■ **WHAT YOU HAVE TO DO**
Using the data below, return all lines in which "overflow" appears.

■ **PROVIDED DATA**
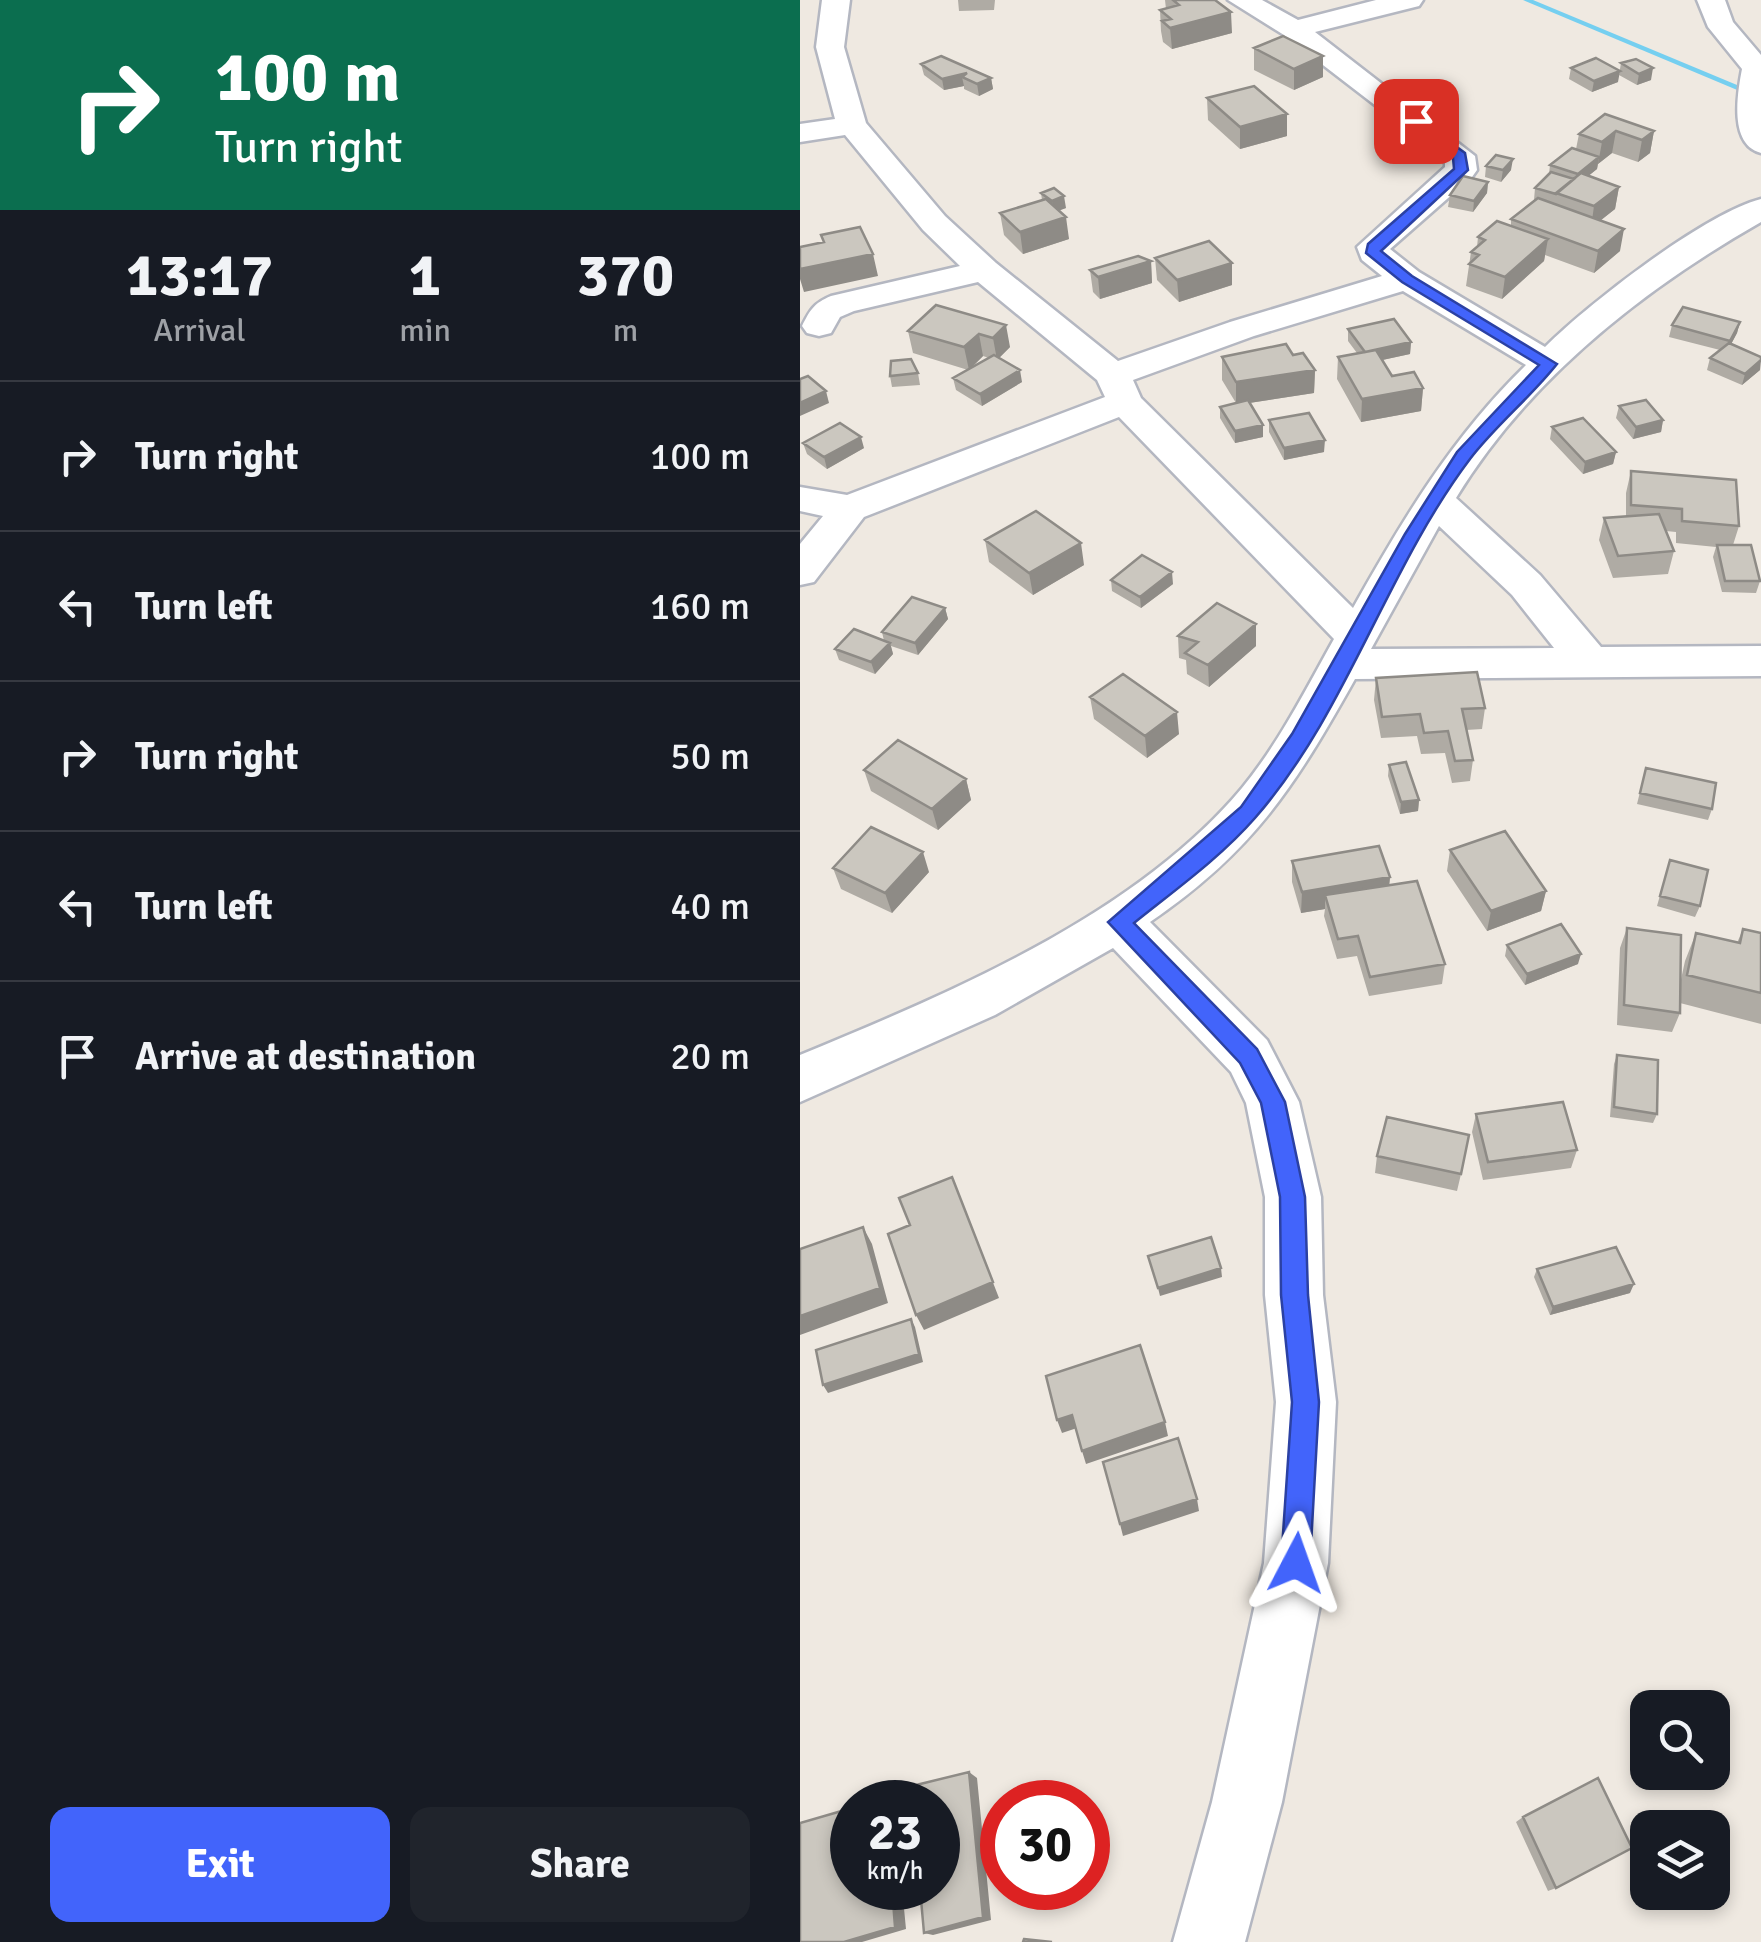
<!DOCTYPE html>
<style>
body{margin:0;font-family:Signika,sans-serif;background:#20242c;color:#f1f3f6;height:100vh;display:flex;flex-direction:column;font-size:38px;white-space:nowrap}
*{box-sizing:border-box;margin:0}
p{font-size:32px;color:#9ea1a6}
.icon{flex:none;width:55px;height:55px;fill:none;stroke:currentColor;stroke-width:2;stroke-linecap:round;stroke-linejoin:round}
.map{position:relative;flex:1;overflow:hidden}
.details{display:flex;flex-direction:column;background:#171b24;width:800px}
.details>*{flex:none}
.hud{background:#0b6e4f;color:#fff;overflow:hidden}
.controls{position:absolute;left:830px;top:1690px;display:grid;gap:20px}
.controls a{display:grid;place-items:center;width:100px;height:100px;border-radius:20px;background:#171b24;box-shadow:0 5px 15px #0003;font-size:50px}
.speed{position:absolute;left:30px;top:1780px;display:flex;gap:20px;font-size:50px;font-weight:700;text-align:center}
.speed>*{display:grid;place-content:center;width:130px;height:130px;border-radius:50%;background:#171b24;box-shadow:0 5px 15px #0003;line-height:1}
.speed small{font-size:25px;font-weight:400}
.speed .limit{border:15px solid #d22;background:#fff;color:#111}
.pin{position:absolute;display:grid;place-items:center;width:85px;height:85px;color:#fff;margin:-42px;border-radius:20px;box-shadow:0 5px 15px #0006}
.me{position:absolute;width:110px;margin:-55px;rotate:4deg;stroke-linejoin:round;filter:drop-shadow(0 0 8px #0008)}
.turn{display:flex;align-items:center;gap:35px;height:210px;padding:0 50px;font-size:45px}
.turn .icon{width:130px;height:130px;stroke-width:2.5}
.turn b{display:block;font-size:70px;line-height:85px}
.eta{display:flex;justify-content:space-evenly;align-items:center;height:170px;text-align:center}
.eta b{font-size:60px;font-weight:700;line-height:70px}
.button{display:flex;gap:20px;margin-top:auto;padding:20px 50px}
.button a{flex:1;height:115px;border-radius:20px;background:#4264fb;color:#fff;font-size:40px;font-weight:700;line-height:115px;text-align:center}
.button a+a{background:#20242c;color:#f1f3f6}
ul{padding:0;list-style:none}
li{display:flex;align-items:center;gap:30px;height:150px;padding:0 50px;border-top:2px solid #363941}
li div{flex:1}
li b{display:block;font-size:38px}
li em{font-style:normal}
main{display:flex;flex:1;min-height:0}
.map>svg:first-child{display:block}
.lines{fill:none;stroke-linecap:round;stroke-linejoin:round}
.stream{fill:#75cff0;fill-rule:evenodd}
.minor-casing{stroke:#b4b7c1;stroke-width:5}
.minor{fill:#fff;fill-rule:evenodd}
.wall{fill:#afaba4;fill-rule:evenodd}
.shaded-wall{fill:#8e8b86}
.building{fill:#cbc7bf;stroke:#8e8b86;stroke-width:2.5}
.route{fill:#4264fb;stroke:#2b41a3;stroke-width:2.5}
</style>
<main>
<section class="details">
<div class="hud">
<div class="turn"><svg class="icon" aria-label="right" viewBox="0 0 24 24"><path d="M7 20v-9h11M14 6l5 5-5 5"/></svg><div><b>100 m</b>Turn right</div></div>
</div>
<div class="eta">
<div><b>13:17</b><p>Arrival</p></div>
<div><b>1</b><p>min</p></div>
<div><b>370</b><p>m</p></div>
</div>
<ul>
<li><svg class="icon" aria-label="right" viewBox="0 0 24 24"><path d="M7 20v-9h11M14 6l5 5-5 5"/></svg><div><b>Turn right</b></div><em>100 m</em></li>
<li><svg class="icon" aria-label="left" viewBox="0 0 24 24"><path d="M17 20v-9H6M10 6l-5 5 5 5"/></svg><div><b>Turn left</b></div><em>160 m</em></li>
<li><svg class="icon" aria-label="right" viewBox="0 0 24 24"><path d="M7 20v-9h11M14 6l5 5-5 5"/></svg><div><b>Turn right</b></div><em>50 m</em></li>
<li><svg class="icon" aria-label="left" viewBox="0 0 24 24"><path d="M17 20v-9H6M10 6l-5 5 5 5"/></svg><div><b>Turn left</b></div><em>40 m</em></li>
<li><svg class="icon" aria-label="arrive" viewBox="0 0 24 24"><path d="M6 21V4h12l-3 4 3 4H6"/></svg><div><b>Arrive at destination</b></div><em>20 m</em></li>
</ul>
<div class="button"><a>Exit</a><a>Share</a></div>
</section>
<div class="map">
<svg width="961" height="1942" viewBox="0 0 961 1942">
<rect width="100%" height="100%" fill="#efe9e1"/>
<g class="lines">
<path class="stream" d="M723,0h10l228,95v5z"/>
<defs>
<path id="minor" d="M22,0h28l-6,47 22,76 79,93 51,47 122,98 112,-39 152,-46 -20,-16 -5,-13 88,-80v-8l-161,-124 -56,-35h34l36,20 78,-20h47l-4,6 -104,26 160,124 2,14 -5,7 -82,72 29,23 126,75c43,-43 159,-133 216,-148v23c-119,68 -233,158 -305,276l84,77 61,72 160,-1v30l-406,3c-60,107 -101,172 -205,243l117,118 32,62 22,95 2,98 13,107 -8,161 -46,239 -37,140h-72l39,-140 52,-239 12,-161 -11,-107v-98l-19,-94 -15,-31 -118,-124 -118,67 -195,87v-47c150,-62 335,-139 442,-267 37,-45 64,-99 92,-149l-215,-222 -255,100 -50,65 -14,3v-41l23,-28 -23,-5v-24l47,8 258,-98 -8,-17 -119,-98 -124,29 -14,6 -9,16 -12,3 -12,-3 -5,-7c8,-16 12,-23 29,-30l129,-30 -37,-36 -78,-95 -45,7v-18l35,-5 -19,-72zM603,291l123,74c-74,72 -123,154 -173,243l-212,-210 -8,-18 121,-44zM639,526l73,69 42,53 -183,1z
M897,0h28l8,22 28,33v98c-32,-8 -24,-58 -19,-84l-34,-42z"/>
</defs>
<use href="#minor" class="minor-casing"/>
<use href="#minor" class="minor"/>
</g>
<path class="wall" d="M158,0h37l-1,10 -35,1z
M365,0h50l17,33 -60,16 -9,-7 -2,-11 -1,-21 6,-1z
M454,48l69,8v21l-29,13 -40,-20z
M821,63l30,17 -14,5 -18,-10z
M121,64l70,14 2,11 -14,7 -15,-7v-3l-20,4 -20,-15z
M771,68l47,14 -26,10 -23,-13z
M407,98l80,38 -47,13 -32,-29z
M805,114l49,17 -4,22 -12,9 -26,-9 -14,11 -1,5 -9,7 31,11 -4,22 -14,11 19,31 -26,22 -49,-18 -1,6 -42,38 -36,-13 5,-34 6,-5 1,-10 33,-11v-7l24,-19h-1l1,-12 14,-14 1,-9 26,-16 3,-15z
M686,166l25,4 -10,12 -16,-5z
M688,182l-1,11 -14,19 -25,-5 2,-12z
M241,193l25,15 -7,2 10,29 -46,15 -19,-19 -4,-22 42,-13z
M355,258l77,27 -53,17 -22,-22z
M351,261l1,22 -52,16 -7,-7 -3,-22z
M136,305l74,42 -11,11 23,24 -40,24 -26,-16 -3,-12 15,-8 -55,-17 -5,-22zM183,356l6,2 -19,11z
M940,322l-3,11 -6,11 29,26 -18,15 -35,-15 3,-12 10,-8 -51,-13 3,-12z
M548,329l63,13 -1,12 -28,6 10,16 31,12 -2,23 -60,11 -24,-43 1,-22 19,-4 -9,-12z
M493,355l22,15 -1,23 -65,10 14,22v12l-28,6 -15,-25v-11l16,-4 -14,-23v-23z
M118,373l2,12 -28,2 -2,-11z
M819,406l44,14 -2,12 -28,7 -17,-21z
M469,420l55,32 -40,8 -15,-28z
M752,427l64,25 -3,12 -30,10 -33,-35z
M3,443l61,5 -37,21 -20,-15z
M831,471l108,55 -6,19 27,36 -4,12 -34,-1 -9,-35 3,-10 -40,-4v-11l-10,-1 8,20 -6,23 -55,4 -14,-38 5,-22 22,-2v-23z
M185,540l99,25 -51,30 -44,-33z
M311,580l62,4 -32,24 -29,-17z
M145,608l3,11 -30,36 -27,-9 2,8 -18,20 -36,-14 -4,-11 49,-8 -2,-9z
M378,636l78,10 -47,41 -22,-13 -1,-14 -7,-2z
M576,678l109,30 -3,21 -16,1 7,30 -3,21 -18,2 -7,-30 -24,1 -4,-18 -36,2 -7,-38z
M290,697l89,37 -32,24 -53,-39z
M589,765l30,35 -1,11 -18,3 -12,-38z
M846,768l66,41 -4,11 -71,-16z
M64,770l102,9 5,21 -33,30 -67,-39z
M650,850l96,41 -5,20 -54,20 -40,-60z
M870,860l30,46 -5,11 -38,-11z
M492,861l98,16 -1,8 56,79 -3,20 -73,12 -12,-40 -20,3 -13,-43 1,-7 -24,4 -9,-31z
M33,868l96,4 -37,41 -51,-24z
M827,928l53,56 5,-23 11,-28 41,10 6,-14 18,4v91l-81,-21v10l-8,19 -55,-7 3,-77z
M707,945l71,19 -53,21 -20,-29z
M817,1055l40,59 -4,9 -43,-6 4,-53z
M676,1114l101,36 -6,18 -88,12 -11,-48z
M577,1156l84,18 -4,17 -82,-18z
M737,1269l93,24 -80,22 -16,-38z
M723,1817l33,71 -8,3 -32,-69z"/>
<path class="shaded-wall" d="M431,12l1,21 -60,16 -2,-21z
M523,56v21l-29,13v-21z
M853,68l-2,12 -14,5 2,-11z
M820,71l-2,11 -26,10 2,-11z
M167,73l-5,4 2,9 -20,4 -2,-11z
M191,78l2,11 -14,7 -2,-12z
M487,114v22l-47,13v-22z
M816,131l-4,22 -14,11 4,-22z
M854,131l-4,22 -12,9 4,-22z
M799,157l-2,12 -21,17 2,-12z
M713,159l-2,11 -10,12 2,-12z
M688,182l-1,11 -14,19 1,-11z
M819,187l-4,22 -24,19 3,-22z
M264,196l2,12 -13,5 -1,-12z
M266,217l3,22 -46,15 -3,-22z
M824,229l-4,22 -26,22 4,-22z
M748,239l-4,22 -42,38 3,-22z
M73,254l5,22 -74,16 -4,-13v-10z
M351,261l1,22 -52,16 -2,-22z
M432,263v22l-53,17 -2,-22z
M940,322l-3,11 -10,19 3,-11z
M206,325l4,22 -13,13 -4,-22z
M179,334l4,22 -14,14 -5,-23z
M611,342l-1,12 -46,10 1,-12z
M961,360l-1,10 -18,15 3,-11z
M220,370l2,12 -40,24 -2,-12z
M515,370l-1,23 -78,12v-23z
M623,388l-2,23 -60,11 1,-23z
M26,391l3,12 -29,13v-13z
M863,420l-2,12 -28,7 3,-12z
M463,425v12l-28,6v-12z
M61,437l3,11 -37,21 -3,-12z
M525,440l-1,12 -40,8v-12z
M816,452l-3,12 -30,10 2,-12z
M281,543l3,22 -51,30 -4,-22z
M372,572l1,12 -32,24 -1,-11z
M145,608l3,11 -30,36 -3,-12z
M456,624v22l-47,41 -1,-22z
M90,643l3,11 -18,20 -4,-12z
M377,712l2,22 -32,24 -2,-22z
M166,779l5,21 -33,30 -6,-21z
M619,800l-1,11 -18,3 1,-12z
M123,852l6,20 -37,41 -7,-20z
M590,877l-2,21 -63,-3v14l-24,4 1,-21z
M746,891l-5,20 -54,20 4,-20z
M781,954l-3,10 -53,21 2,-11z
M152,1177l47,121 -75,32 -8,-15z
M63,1227l9,17 16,59 -88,32v-19z
M421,1268l1,9 -62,19 -2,-8z
M834,1284l-4,9 -80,22 3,-8z
M111,1319l4,8 8,35 -95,31 -5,-8z
M272,1415l5,13 -15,5 -5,-13z
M365,1422l3,14 -82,28 -4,-13z
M397,1499l2,12 -76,25 -3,-12z
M169,1772l8,6 14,142 -58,15 -9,-2z
M92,1888h10l4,41 -44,13h-18z"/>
<path class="building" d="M373,0h42l16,12 -61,16 -8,-7 9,-2 -11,-9 19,-5z
M483,36l40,20 -29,13 -40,-21z
M141,56l50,22 -14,6 -15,-7 5,-4 -25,6 -21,-15z
M796,58l24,13 -26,10 -23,-13z
M836,59l17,9 -14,6 -18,-11z
M454,86l33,28 -47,13 -33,-29z
M805,114l49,17 -12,9 -26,-9 -14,11 -23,-8z
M772,148l27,9 -21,17 -28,-9z
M696,155l17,4 -10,11 -17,-4z
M751,172l23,7 -18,15 -21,-6z
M781,173l38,14 -25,19 -38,-13z
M663,176l25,6 -14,19 -24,-6z
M254,188l10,8 -12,5 -11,-8z
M738,198l86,31 -26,22 -87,-32z
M246,199l20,18 -46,15 -20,-19z
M697,221l51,18 -43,38 -36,-13 10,-9 -8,-3 14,-12 -7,-3z
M60,227l13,27 -73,15v-22l24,-5 -3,-7z
M409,241l23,22 -55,17 -22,-22z
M338,256l13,5 -53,16 -8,-7z
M136,305l70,20 -13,13 -14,-4 -15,13 -56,-16z
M883,307l57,15 -10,19 -58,-16z
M594,319l17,23 -46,10 -17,-23z
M929,343l32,14v3l-16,14 -35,-16z
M486,344l7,11 10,-2 12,17 -79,12 -14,-25z
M576,350l16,26 22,-4 9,16 -61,11 -24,-42z
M194,355l26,15 -40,24 -27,-16z
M111,359l7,14 -28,3 1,-15z
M8,376l18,15 -26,12v-24z
M448,400l15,25 -28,6 -15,-24z
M846,400l17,20 -27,7 -17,-21z
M509,413l16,27 -41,8 -15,-28z
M783,418l33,34 -31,10 -33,-35z
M40,423l21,14 -37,20 -21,-14z
M831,471l105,9 3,46 -57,-5v-12l-51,-4z
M236,511l45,32 -52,30 -44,-33z
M859,514l15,37 -56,5 -14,-38z
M917,545h34l9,36h-35z
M342,555l30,17 -32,25 -29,-17z
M112,597l33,11 -30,35 -33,-11z
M417,603l39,21 -48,41 -23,-12 13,-11 -20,-6z
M54,629l36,14 -19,19 -36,-13z
M677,672l8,36 -23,1 11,51 -18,1 -7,-30 -24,2 -4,-19 -38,3 -6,-39z
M323,674l54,38 -32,24 -55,-39z
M98,740l68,39 -34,30 -68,-39z
M606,762l13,38 -18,2 -12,-37z
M846,768l70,15 -4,26 -72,-16z
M71,827l52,25 -38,41 -52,-25z
M705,831l41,60 -55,20 -41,-61z
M579,846l11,31 -88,15 -10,-31z
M870,860l38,10 -8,36 -40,-10z
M617,881l28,83 -75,13 -12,-41 -20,3 -13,-44z
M761,924l20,30 -54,20 -20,-29z
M827,928l54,7 -1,78 -56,-8z
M943,929l18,4v60l-74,-18 9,-42 44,10z
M817,1055l41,5 -1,54 -43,-7z
M763,1102l14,48 -89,12 -12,-48z
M587,1117l82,18 -8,39 -84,-18z
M152,1177l41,105 -77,33 -28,-81 22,-9 -11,-27z
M63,1227l17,61 -80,28v-67z
M411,1237l10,31 -63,20 -10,-32z
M816,1247l18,37 -81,23 -16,-38z
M111,1319l8,35 -96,31 -7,-35z
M340,1345l25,77 -83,29 -10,-36 -15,5 -11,-44z
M378,1438l19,61 -77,25 -17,-62z
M169,1772l14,145 -59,16 -4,-45h18v-86h-25l-1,-16z
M798,1778l34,70 -76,40 -33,-71z
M52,1808v80h40l3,39 -51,15h-44v-119z
M224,1939l28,3h-29z"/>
<path class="route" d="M616,117l49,36 3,17 -87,81 31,25 145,88c-27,34 -61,61 -87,95 -84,111 -123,254 -215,359 -35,40 -80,72 -121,105l123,126 28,53 20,95 3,98 11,107 -9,161 -4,11 -10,4 -11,-4 -4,-11 11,-161 -11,-107 -1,-98 -19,-94 -21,-40 -132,-141 133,-115 51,-73 113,-200 52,-82 82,-87 -137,-83 -36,-29 2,-9 86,-75 -1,-11 -42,-34 -2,-3z"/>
</svg>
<div class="controls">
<a><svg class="icon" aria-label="search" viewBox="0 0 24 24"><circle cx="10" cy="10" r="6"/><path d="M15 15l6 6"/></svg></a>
<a><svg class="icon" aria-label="layers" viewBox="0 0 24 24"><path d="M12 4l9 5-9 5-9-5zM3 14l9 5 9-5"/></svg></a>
</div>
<div class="speed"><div>23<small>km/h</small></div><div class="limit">30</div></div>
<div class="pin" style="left:616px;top:121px;background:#d93025"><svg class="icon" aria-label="arrive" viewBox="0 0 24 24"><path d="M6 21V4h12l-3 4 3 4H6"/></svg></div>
<svg class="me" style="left:496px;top:1563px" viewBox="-20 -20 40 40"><path d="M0-17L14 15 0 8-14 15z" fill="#4264fb" stroke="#fff" stroke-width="4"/></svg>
</div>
</main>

■ **RESULT BELOW**
.map{position:relative;flex:1;overflow:hidden}
.hud{background:#0b6e4f;color:#fff;overflow:hidden}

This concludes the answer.